If singles under age 35 are increasingly living alone or with their parents, it seems unmarried couples are in no mad rush to try living together either.
Iwasawa of IPSS says less than 2 percent of all unmarried Japanese women of reproductive age are currently living with a partner. There has been a rapid increase in the number of couples living together since the late 1990s, she says, but it remains much lower than in many Western and European countries.
Kang has lived with a boyfriend in Canada and in Osaka. She says she may not have considered moving in with a boyfriend if she had not tried living with housemates in Canada first. But because she did, she had valuable experiences that taught her a lot about relationships.
“I found out some things that I wouldn’t realize until I lived with him,” she says. “When it comes to marriage, you have to live with him for the rest of your life, so you have to see how he actually is at home before you make a commitment.”
And while Hirayama believes it is important for couples to try living together, she is in no rush to move in with a boyfriend any time soon.
“Sometimes I want to make a ridiculous amount of fried chicken and just eat it watching YouTube or something like that,” she jokes. “And I don’t want to be seen when I do that.”
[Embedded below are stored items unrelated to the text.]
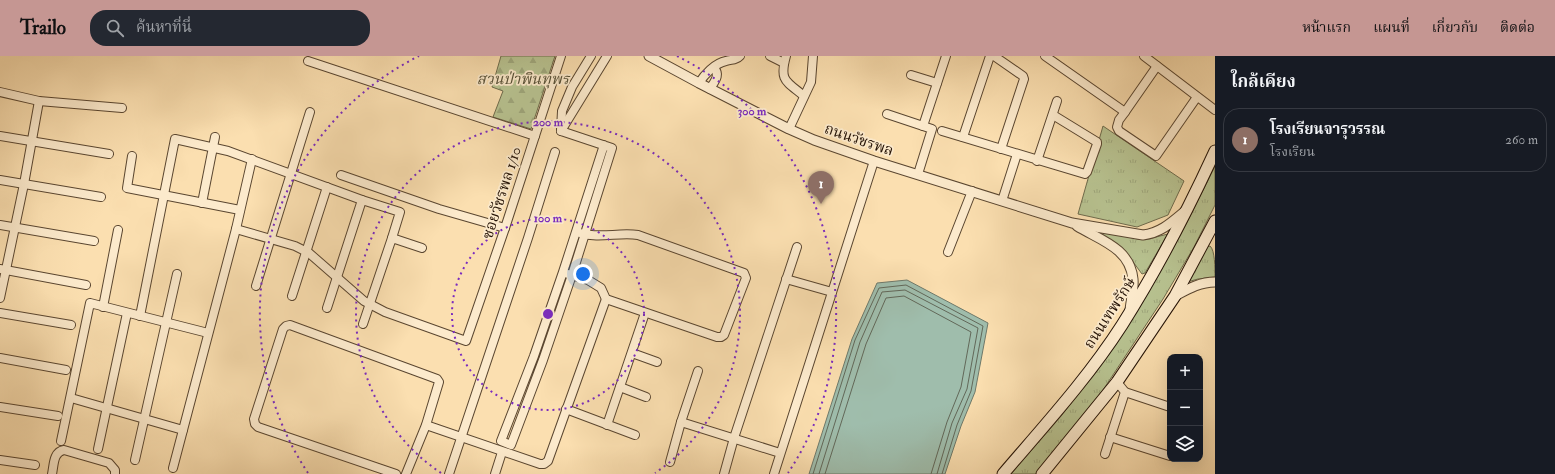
<!DOCTYPE html>
<html lang="th">
<head>
<meta charset="utf-8">
<style>
  body { margin:0; font-family:"IM FELL Double Pica","Noto Serif Thai",serif; background:#242831; color:#f1f3f6 }
  .controls { position:absolute; right:12px; bottom:12px; display:grid; overflow:hidden; border-radius:8px; box-shadow:0 4px 16px #0002 }
  .controls button { width:36px; height:36px; display:grid; place-items:center; padding:0; border:0; border-bottom:1px solid #363941; background:#171b24; color:#f1f3f6; font:20px sans-serif }
  .you { position:absolute; left:583px; top:218px; width:14px; height:14px; margin:-10px; border:3px solid #fff; border-radius:50%; background:#1a73e8; box-shadow:0 0 0 6px #1a73e833 }
  .badge { display:grid; place-items:center; width:26px; height:26px; border-radius:50%; background:#c59692; color:#fff; font-size:13px; font-weight:700 }
  .pin { position:absolute; translate:-50% -33px; filter:drop-shadow(0 1px 2px #0008) }
  .pin::after { content:''; position:absolute; top:21px; width:14px; height:12px; background:inherit; clip-path:polygon(0 0,100% 0,50% 100%) }
  .list { margin:0; padding:0; list-style:none }
  h2 { display:flex; justify-content:space-between; align-items:center; height:52px; margin:0; padding:0 16px; font-size:17px }
  h2 small { font-size:13px; font-weight:400; color:#9ea1a6 }
  .list li { display:grid; grid-template-columns:26px 1fr auto; gap:12px; align-items:center; box-sizing:border-box; height:64px; margin:0 8px 8px; padding:0 8px; border:1px solid #363941; border-radius:16px }
  .list b { display:block; font-size:15px; white-space:nowrap }
  .list p { margin:0; font-size:13px; white-space:nowrap; color:#9ea1a6 }
  .list em { font-size:13px; font-style:normal; color:#9ea1a6 }
  .icon { flex:none; width:22px; height:22px; fill:none; stroke:currentColor; stroke-width:2; stroke-linecap:round; stroke-linejoin:round }
  .map { position:relative; flex:none; width:1215px; height:418px; overflow:hidden }
  header { display:flex; align-items:center; gap:24px; box-sizing:border-box; height:56px; padding:0 20px; background:#c59692; color:#111 }
  header strong { font-size:19px }
  nav { display:flex; gap:22px; margin-inline-start:auto; font-size:14px }
  .search { width:280px; height:36px; background:#242831; display:flex; align-items:center; gap:10px; box-sizing:border-box; padding:0 14px; border-radius:16px; color:#9ea1a6; font-size:15px }
  main { display:flex }
  aside { flex:1; background:#171b24 }
  .map>svg:first-child { display:block }
  .grass { fill:url(#grass-tufts); stroke:#6e6b4c }
  .forest { fill:url(#forest-firs); stroke:#6e6b4c }
  .water { fill:#9fbdac; stroke:#6e796a }
  .lines { fill:none; stroke-linecap:round; stroke-linejoin:round }
  .shore { stroke:#626859; stroke-width:1 }
  .minor-casing { stroke:#5a4630; stroke-width:10 }
  .tertiary-casing { stroke:#5a4630; stroke-width:11 }
  .secondary-casing { stroke:#251306; stroke-width:13 }
  .minor { stroke:#fceacc; stroke-width:8 }
  .tertiary { stroke:#fceacc; stroke-width:9 }
  .secondary { stroke:#fceacc; stroke-width:11 }
  .ring { fill:none; stroke:#7b2cbf; stroke-width:2; stroke-dasharray:2 4 }
  .labels { text-anchor:middle; dominant-baseline:central; stroke-width:3.5; stroke-linejoin:round; paint-order:stroke }
  .park-label { font-size:15px; font-style:italic; fill:#585137; stroke:#fceacc }
  .street-label { font-size:15px; fill:#251306; stroke:#fceacc }
  .centre { fill:#7b2cbf; stroke:#fceacc; stroke-width:2 }
  .ring-label { font-size:12px; text-anchor:middle; font-weight:bold; fill:#7b2cbf; stroke:#fceacc; stroke-width:3.5; stroke-linejoin:round; paint-order:stroke }
</style>
</head>
<body>
<header>
<strong>Trailo</strong>
<div class="search"><svg class="icon" aria-label="search" viewBox="0 0 24 24"><circle cx="10" cy="10" r="6"/><path d="M15 15l6 6"/></svg>ค้นหาที่นี่</div>
<nav><a>หน้าแรก</a><a>แผนที่</a><a>เกี่ยวกับ</a><a>ติดต่อ</a></nav>
</header>
<main>
<div class="map">
<svg width="1215" height="418" viewBox="0 0 1215 418">
  <defs>
    <pattern id="grass-tufts" width="24" height="20" patternUnits="userSpaceOnUse"><rect width="24" height="20" fill="#b8c391"/><path d="M3 7l-1-3M5 7V3M7 7l1-3M15 17l-1-3M17 17v-4M19 17l1-3" fill="none" stroke="#9ea77c"/></pattern>
    <pattern id="forest-firs" width="22" height="20" patternUnits="userSpaceOnUse"><rect width="22" height="20" fill="#b8c391"/><path d="M5 1l3.5 6h-7zM16 11l3.5 6h-7z" fill="#9ea77c"/></pattern>
  </defs>
  <rect width="100%" height="100%" fill="#fbdfb0"/>
  <filter id="stains"><feTurbulence type="fractalNoise" baseFrequency=".005" numOctaves="4"/><feColorMatrix values="0 0 0 0 .2 0 0 0 0 .09 0 0 0 0 .02 0 0 0 .5 -.17"/></filter>
  <radialGradient id="worn" r=".72"><stop offset=".6" stop-color="#630" stop-opacity="0"/><stop offset="1" stop-color="#630" stop-opacity=".3"/></radialGradient>
  <!-- grass -->
  <g class="grass">
    <path d="M1103,70L1184,125L1168,159L1137,171L1078,158Z"/>
    <path d="M1215,110V149L1194,191L1163,243L1103,334L1036,418H1011L1062,359L1081,334L1157,221L1186,168Z"/>
    <path d="M1097,175L1138,183L1152,182L1168,178L1145,217L1142,218L1125,195L1095,176Z"/>
    <path d="M1210,190C1215,194 1215,212 1215,221L1198,223L1187,226L1207,191Z"/>
  </g>
  <!-- forest -->
  <path class="forest" d="M501,0H555L531,73L493,61L503,35L492,31Z"/>
  <!-- water -->
  <path class="water" d="M907,224L988,267L975,336L961,370L945,418H809L852,283L877,227Z"/>
  <g class="lines">
    <!-- shore -->
    <g class="shore">
      <path d="M813,418L855,284L879,232L906,229L983,270L971,335L957,369L942,418"/>
      <path d="M819,418L860,286L882,236L905,234L978,272L967,333L952,367L937,418"/>
      <path d="M825,418L866,288L886,242L904,240L971,276L961,331L947,366L931,418"/>
    </g>
    <!-- minor casing -->
    <g class="minor-casing">
      <g id="minor">
        <path d="M770,0L784,7"/>
        <path d="M786,0C779,25 786,25 804,40"/>
        <path d="M994,0L1023,20L1024,23L1001,93"/>
        <path d="M1045,0L1125,56L1157,10"/>
        <path d="M1144,0L1215,54"/>
        <path d="M308,5L535,80"/>
        <path d="M911,19L937,27"/>
        <path d="M699,27C704,19 715,7 726,5C732,3 735,5 740,0"/>
        <path d="M710,33C714,26 721,19 714,12"/>
        <path d="M0,36L39,45L122,52"/>
        <path d="M1125,56L1119,64L1117,71L1119,75L1156,100L1197,41"/>
        <path d="M887,58L932,73L918,118"/>
        <path d="M923,70L946,0"/>
        <path d="M789,73L811,26L813,0"/>
        <path d="M561,74L562,55L572,31L591,0"/>
        <path d="M561,75L612,92L572,219L543,304L511,389L501,385L534,300L563,216L604,89"/>
        <path d="M561,75L607,0"/>
        <path d="M942,75L1085,118L1087,116L1097,88V86L1053,59"/>
        <path d="M0,80L109,98"/>
        <path d="M963,81L990,0"/>
        <path d="M132,100L127,132L240,154"/>
        <path d="M1037,105L1057,45"/>
        <path d="M341,119L439,153L505,172"/>
        <path d="M0,124L101,141"/>
        <path d="M1002,145L1017,98"/>
        <path d="M202,147L215,81"/>
        <path d="M0,169L94,185"/>
        <path d="M236,173L295,190L309,197L364,245L385,256L466,285L505,172L561,0"/>
        <path d="M948,196L972,135"/>
        <path d="M0,213L86,229"/>
        <path d="M568,218L588,224L601,232L606,243L717,281H721L724,279L746,222L744,217L638,179C619,176 599,183 580,177"/>
        <path d="M786,223L832,236"/>
        <path d="M256,230L310,56"/>
        <path d="M292,240L327,131"/>
        <path d="M0,242L24,128L39,45"/>
        <path d="M103,251L118,174"/>
        <path d="M327,252L362,144L400,156L392,182"/>
        <path d="M0,257L71,269"/>
        <path d="M140,260L175,83L228,95L362,144"/>
        <path d="M363,268L392,182L422,192"/>
        <path d="M632,297L657,306"/>
        <path d="M0,302L66,314"/>
        <path d="M620,331L646,341"/>
        <path d="M1125,336L1170,351"/>
        <path d="M71,342L183,374"/>
        <path d="M0,351L58,360"/>
        <path d="M566,353L635,379"/>
        <path d="M681,366L698,315"/>
        <path d="M426,369L540,408H544L548,405L606,243"/>
        <path d="M607,369L645,257"/>
        <path d="M1110,381L1170,400"/>
        <path d="M61,385L90,247L208,277"/>
        <path d="M98,393L127,257"/>
        <path d="M1105,398L1125,336L1117,326"/>
        <path d="M0,404L35,409"/>
        <path d="M135,404L177,218"/>
        <path d="M670,406L681,366L780,397"/>
        <path d="M173,412L236,173L252,103"/>
        <path d="M52,418C54,409 53,396 64,394L109,407L115,414V418"/>
        <path d="M396,418L258,371L255,368L254,363L283,273L286,270L290,269L437,323L439,326L426,369L406,418"/>
        <path d="M449,418L528,182L555,96"/>
        <path d="M495,418L502,396"/>
        <path d="M724,418L734,382L797,191"/>
        <path d="M774,418L874,105"/>
      </g>
    </g>
    <!-- tertiary casing -->
    <g class="tertiary-casing">
      <g id="tertiary">
        <path d="M649,0L699,27L789,73L814,84L874,105L1072,167L1143,179C1160,177 1171,167 1184,156"/>
        <path d="M1077,170C1100,184 1130,192 1133,223C1134,233 1131,244 1130,254"/>
        <path d="M1175,240C1188,233 1200,226 1215,226"/>
      </g>
    </g>
    <!-- secondary casing -->
    <g class="secondary-casing">
      <g id="secondary">
        <path d="M1003,418C1044,370 1088,322 1122,269C1158,212 1187,156 1215,95"/>
        <path d="M1042,418L1117,326L1175,240L1215,165"/>
      </g>
    </g>
    <!-- minor -->
    <use href="#minor" class="minor"/>
    <!-- tertiary -->
    <use href="#tertiary" class="tertiary"/>
    <!-- secondary -->
    <use href="#secondary" class="secondary"/>
  </g>
  <!-- distance rings -->
  <g class="ring">
    <circle cx="548" cy="258" r="96"/>
    <path d="M441 417A192 192 0 1 1 655 417"/>
    <path d="M308 417A288 288 0 0 1 419 0M677 0A288 288 0 0 1 788 417"/>
  </g>
  <g class="labels">
    <!-- park labels -->
    <g class="park-label">
      <text x="523" y="23">สวนป่าพินทุพร</text>
    </g>
    <!-- street labels -->
    <g class="street-label">
      <text transform="translate(859 84) rotate(19)">ถนนวัชรพล</text>
      <text transform="translate(502 137) rotate(-72)">ซอยวัชรพล 1/10</text>
      <text transform="translate(1110 257) rotate(-57)">ถนนเทพรักษ์</text>
    </g>
  </g>
  <circle cx="548" cy="258" r="6" class="centre"/>
  <g class="ring-label">
    <text x="752" y="59">300 m</text>
    <text x="548" y="70">200 m</text>
    <text x="548" y="166">100 m</text>
  </g>
  <rect width="100%" height="100%" filter="url(#stains)"/>
  <rect width="100%" height="100%" fill="url(#worn)"/>
</svg>
<div class="controls">
<button>+</button>
<button>−</button>
<button><svg class="icon" aria-label="layers" viewBox="0 0 24 24"><path d="M12 4l9 5-9 5-9-5zM3 14l9 5 9-5"/></svg></button>
</div>
<div class="you"></div>
<div class="pin badge" style="left:821px;top:148px;background:#8d6e63">1</div>
</div>
<aside>
<h2>ใกล้เคียง<small></small></h2>
<ul class="list">
<li><span class="badge" style="background:#8d6e63">1</span><div><b>โรงเรียนจารุวรรณ</b><p>โรงเรียน</p></div><em>260 m</em></li>
</ul>
</aside>
</main>
</body>
</html>
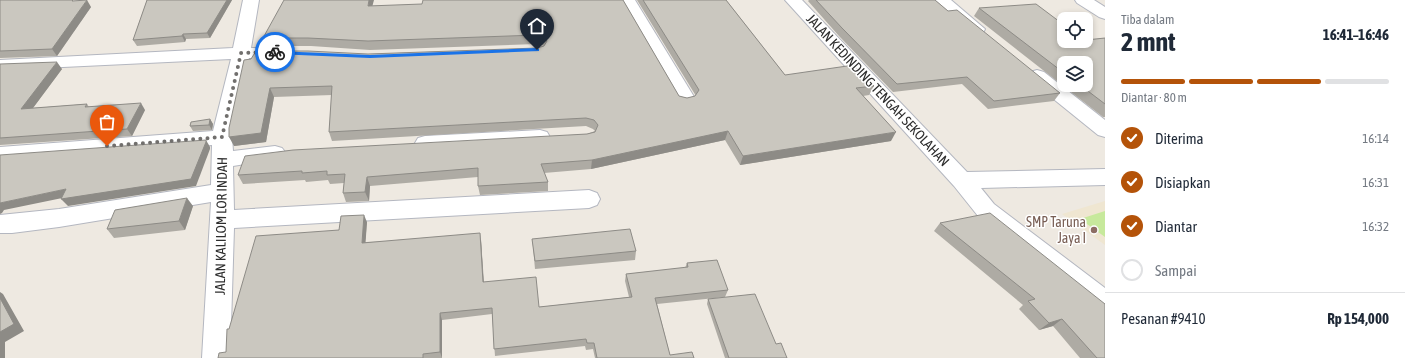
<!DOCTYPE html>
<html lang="id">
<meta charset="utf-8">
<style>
:root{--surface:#fff;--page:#f6f6f7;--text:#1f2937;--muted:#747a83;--line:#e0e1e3;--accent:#b45309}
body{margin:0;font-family:"Asap Condensed",sans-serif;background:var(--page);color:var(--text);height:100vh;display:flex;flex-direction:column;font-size:15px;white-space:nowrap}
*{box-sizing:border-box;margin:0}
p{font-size:13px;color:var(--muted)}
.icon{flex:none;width:22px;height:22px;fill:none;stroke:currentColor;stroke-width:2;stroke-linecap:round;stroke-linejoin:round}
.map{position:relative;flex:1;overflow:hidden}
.sheet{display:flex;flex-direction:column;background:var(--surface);width:300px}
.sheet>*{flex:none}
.fabs{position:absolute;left:1057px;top:12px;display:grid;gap:8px}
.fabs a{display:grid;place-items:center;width:36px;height:36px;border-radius:8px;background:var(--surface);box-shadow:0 2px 6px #0003;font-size:20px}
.pin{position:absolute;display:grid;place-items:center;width:34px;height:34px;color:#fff;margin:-41px -17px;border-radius:50% 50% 50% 0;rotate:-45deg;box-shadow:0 0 4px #0007}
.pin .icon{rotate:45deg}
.courier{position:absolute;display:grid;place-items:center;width:40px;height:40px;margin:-20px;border:3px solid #1a73e8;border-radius:50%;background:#fff;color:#222;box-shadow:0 1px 5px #0007}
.overview em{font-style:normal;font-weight:700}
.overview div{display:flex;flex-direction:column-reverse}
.overview{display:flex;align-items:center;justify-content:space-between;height:68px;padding:0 16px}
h1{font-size:26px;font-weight:700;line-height:30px}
.bar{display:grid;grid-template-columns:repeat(4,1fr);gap:6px 4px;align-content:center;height:48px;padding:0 16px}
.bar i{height:5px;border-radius:3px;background:var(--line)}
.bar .on{background:var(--accent)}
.bar p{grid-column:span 4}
.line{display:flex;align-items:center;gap:10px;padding:0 16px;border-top:1px solid var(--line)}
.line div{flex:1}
ol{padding:0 16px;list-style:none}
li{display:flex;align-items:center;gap:12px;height:44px}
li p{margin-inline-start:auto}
li .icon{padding:4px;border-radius:50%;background:var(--accent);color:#fff;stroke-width:4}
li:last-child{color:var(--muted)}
li i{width:22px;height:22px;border:2px solid var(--line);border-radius:50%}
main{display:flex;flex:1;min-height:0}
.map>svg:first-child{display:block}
</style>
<main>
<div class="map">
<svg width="1105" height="358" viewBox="0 0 1105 358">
<rect width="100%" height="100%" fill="#eee9e1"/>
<!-- education -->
<polygon fill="#efe6d1" points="1105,201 1105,245 1062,214"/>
<!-- pitch -->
<polygon fill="#c7e99c" points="1105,211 1105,237 1080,219"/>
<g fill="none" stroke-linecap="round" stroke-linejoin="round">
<defs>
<g id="minor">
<polygon points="243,0 259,0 251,48 284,48 290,49 293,53 290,57 284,58 249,58 232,137 233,151 275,146 282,148 286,153 282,158 233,166 234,210 589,190 597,193 600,199 597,205 589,208 234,228 230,358 202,358 211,202 59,227 12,233 0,233 0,215 59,209 211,185 212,145 0,161 0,147 213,131 231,59 0,70 0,60 233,48"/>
<polygon points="619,0 635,0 696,100 693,104 686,106 679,104"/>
<polygon points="785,0 802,0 967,172 1105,169 1105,185 981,188 994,204 1105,288 1105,314 1096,311 978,216 954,186"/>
<polygon points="933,0 951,0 985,29 983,33 977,34 971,33"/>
<polygon points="1075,0 1094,0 1105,7 1105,19 1099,17 1077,3"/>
<polygon points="1037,70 1044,72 1105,120 1105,137 1098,135 1030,80 1028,76 1030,72"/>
<polygon points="540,130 547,132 550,137 547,142 540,144 425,150 418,148 415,143 418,138 425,136"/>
</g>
</defs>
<!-- minor casing -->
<use href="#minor" stroke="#b4b7c0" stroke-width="2"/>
<!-- minor -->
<use href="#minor" fill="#fff" fill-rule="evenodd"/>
</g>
<!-- wall -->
<g fill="#aeaba4" fill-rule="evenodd">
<polygon points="0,0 91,7 57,56 0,58"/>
<polygon points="147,0 232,0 210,38 186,39 185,42 137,46 133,40"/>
<polygon points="623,0 679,96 687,98 696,96 637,0 726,0 785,75 874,86 869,95 863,96 891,141 740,165 725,140 591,169 544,173 548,182 548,191 480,195 478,186 478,177 370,186 369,201 346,202 343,193 344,183 330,184 328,180 306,182 305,180 243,184 238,175 587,134 595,131 593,129 586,126 332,141 329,132 332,95 274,97 266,142 234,146 244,60 368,54 537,48 544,46 537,44 370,50 311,46 267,46 263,38 372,6"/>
<polygon points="809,0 935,0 948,11 1060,93 1054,101 988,109 962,84 893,92 839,36 808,1"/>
<path d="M979 8 1064 41H1086L1105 38V117H1103L974 16ZM1064 63 1086 85H1064Z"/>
<polygon points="0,64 62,69 33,108 87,104 89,107 145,110 132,136 0,145"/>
<polygon points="210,119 213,124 212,130 193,131 190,126"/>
<polygon points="193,206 185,230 114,238 107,229"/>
<polygon points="367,222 365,242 481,240 484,282 539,307 629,297 625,281 626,274 685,268 687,263 728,290 725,297 657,304 670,355 694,358 595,358 593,349 586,350 585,346 495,356 492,314 442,320 442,358 218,358 226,352 229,329 339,230"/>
<polygon points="940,223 1105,304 1105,358 1080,358 1053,326 1039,330 1019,309 1023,305 934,231"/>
<polygon points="532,239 636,251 635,260 535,269 533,247"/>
<polygon points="708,299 776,344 787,358 725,358 707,304"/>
</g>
<!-- shaded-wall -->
<g fill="#8d8b86">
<polygon points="87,0 91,7 57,56 52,49"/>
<polygon points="227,0 232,0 210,38 207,33"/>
<polygon points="369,0 374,0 370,15 368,6"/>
<polygon points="183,34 186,39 185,42 182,36"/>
<polygon points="57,62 62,69 27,116 21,109"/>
<polygon points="270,88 274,97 266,142 234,146 229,137"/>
<polygon points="141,103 145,110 132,136 127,129"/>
<polygon points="210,119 213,124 212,130 209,125"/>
<polygon points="728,131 725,140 591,169 592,160"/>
<polygon points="896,132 891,141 740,165 743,156"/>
<polygon points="206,140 210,147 210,149 196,186 68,206 61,199"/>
<polygon points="367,177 370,186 369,201 365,192"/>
<polygon points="66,189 72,196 4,210 2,213 0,214 0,203"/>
<polygon points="187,198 193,206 185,230 179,221"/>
<polygon points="364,215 367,222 365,250 362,243"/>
<polygon points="480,233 481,240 484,289 483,282"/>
<polygon points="0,292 3,294 24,331 5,342 5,358 0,358"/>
<polygon points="440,313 442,320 442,358 440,352"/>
<polygon points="1062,319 1053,326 1039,330 1049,323"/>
</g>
<!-- building -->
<g fill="#cac7bf" stroke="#8d8b86">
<polygon points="0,0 73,0 72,1 87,0 52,49 0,51"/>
<polygon points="147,0 227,0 207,33 183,34 182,36 133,40"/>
<polygon points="284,0 369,0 368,6 422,4 423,0 623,0 679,96 687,98 695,96 699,90 643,0 726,0 785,75 854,65 874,86 856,88 896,132 743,156 728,131 592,160 541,164 548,182 478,186 478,168 367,177 365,192 343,193 345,174 327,175 327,171 302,173 302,171 238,175 245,156 293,150 587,134 595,132 598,125 594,120 586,118 329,132 332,86 270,88 261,133 229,137 229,128 244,60 251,59 256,51 308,51 368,54 537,48 544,46 547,41 544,36 537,35 368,41 308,38 263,38"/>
<polygon points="816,0 935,0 948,11 957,10 1060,93 994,101 967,77 897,84 842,28"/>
<polygon points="1036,4 1064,25 1064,41 1086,41 1086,40 1105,38 1105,104 1080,85 1086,85 1086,63 1064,63 1064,73 979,8"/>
<polygon points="57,62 21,109 87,104 85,107 141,103 127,129 0,138 0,64"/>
<polygon points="210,119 209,125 190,126 191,122"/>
<polygon points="206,140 206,142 191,179 61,199 66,189 0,203 0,155"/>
<polygon points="187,198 179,221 107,229 115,210"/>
<polygon points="990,213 1105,304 1105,358 1097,358 1062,319 1049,323 1028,301 1035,299 940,223"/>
<polygon points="364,215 362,243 480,233 483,282 536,277 539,307 632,297 626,274 688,267 687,263 717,260 728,290 655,298 670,355 692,352 694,358 597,358 594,343 587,343 586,339 494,349 492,308 440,313 440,352 423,354 423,358 218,358 219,353 226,352 227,329 229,329 256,236 339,230 341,216"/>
<polygon points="630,229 636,251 535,261 532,239"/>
<polygon points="755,294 776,344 781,343 787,358 729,358 708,299"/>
<polygon points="0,298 14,324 0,332"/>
</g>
<!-- route -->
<polygon fill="#1a73e8" points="537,48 539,49 539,51 370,58 275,54 272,52 275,51 370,55"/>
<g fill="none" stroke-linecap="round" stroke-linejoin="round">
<!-- done -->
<polyline stroke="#716f6d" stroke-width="4" stroke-dasharray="0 7.2" points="107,146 222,137 241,53 275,52"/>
</g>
<!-- markers -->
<circle fill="#8d6e63" stroke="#fff" stroke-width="1.5" cx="1094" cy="230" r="4"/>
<g text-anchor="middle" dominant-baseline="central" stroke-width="3" stroke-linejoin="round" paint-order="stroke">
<!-- street labels -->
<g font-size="14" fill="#2e2e2e" stroke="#fff">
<text transform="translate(878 90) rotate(47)">JALAN KEDINDING TENGAH SEKOLAHAN</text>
<text transform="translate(221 226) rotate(-89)">JALAN KALILOM LOR INDAH</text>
</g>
<!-- education labels -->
<g font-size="14" fill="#785e54" stroke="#fff" text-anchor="end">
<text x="1086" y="222">SMP Taruna<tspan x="1086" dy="16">Jaya I</tspan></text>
</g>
</g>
</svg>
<div class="fabs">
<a><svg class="icon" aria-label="locate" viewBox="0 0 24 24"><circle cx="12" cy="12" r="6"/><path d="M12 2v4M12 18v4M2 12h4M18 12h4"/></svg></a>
<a><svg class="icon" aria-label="layers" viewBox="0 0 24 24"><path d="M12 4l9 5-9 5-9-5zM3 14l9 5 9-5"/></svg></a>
</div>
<div class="pin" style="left:107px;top:146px;background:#ea580c"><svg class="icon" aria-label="bag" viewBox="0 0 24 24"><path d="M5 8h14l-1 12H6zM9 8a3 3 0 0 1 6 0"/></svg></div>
<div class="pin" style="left:537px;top:50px;background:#1f2937"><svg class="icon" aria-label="home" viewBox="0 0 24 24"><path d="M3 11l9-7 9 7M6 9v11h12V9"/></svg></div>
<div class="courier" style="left:275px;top:52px"><svg class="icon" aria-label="bike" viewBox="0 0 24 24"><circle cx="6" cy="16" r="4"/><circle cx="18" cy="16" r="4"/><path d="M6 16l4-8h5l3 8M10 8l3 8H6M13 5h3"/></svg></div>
</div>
<section class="sheet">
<div class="overview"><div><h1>2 mnt</h1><p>Tiba dalam</p></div><em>16:41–16:46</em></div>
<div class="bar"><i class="on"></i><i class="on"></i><i class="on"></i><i></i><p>Diantar · 80 m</p></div>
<ol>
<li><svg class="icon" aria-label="check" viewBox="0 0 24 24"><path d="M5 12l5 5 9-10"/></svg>Diterima<p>16:14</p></li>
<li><svg class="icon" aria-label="check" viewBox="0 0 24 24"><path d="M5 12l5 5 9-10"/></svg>Disiapkan<p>16:31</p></li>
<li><svg class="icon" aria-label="check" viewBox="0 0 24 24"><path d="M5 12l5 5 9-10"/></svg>Diantar<p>16:32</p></li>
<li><i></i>Sampai</li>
</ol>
<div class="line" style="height:52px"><div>Pesanan #9410</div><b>Rp 154,000</b></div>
</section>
</main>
When Soko Hirayama finished house hunting in Tokyo this year, she asked her real estate agent whether she should offer the traditional aisatsu greeting to introduce herself to neighbors. She was surprised when the realtor told her not to speak to them just to be safe — especially as she would be living alone.
“It used to be our culture that if you move to a new apartment you bring sweets and say, ‘Hi, I just moved in,’ and to introduce yourself to your neighbor,” Hirayama says. “But my real estate agent told me ‘you shouldn’t go next door to say “Hi” because your neighbor might be a psycho.’ “
In a January 2008 Goo Research survey of 1,017 single people who live alone, 47 percent said they would not even recognize the faces of their neighbors. Whether based on real or perceived dangers, it seems fear of crime is driving some to isolate themselves, a common hazard in many urban communities.
Despite these fears, only 22 percent of respondents to the Goo Research survey said they had been a victim of crime while living alone. Stalking was the most common crime at nearly 28 percent. Still, the second annual Global Peace Index, released last week, ranked Japan as the world’s fifth most peaceful nation — a measure that includes societal safety and security.
For Hirayama, it’s a chicken and egg situation.
“These crimes happen because people don’t interact, so what comes first?” she asks. It’s a dilemma perhaps best solved by sharing a meal of oyakodon with your neighbor.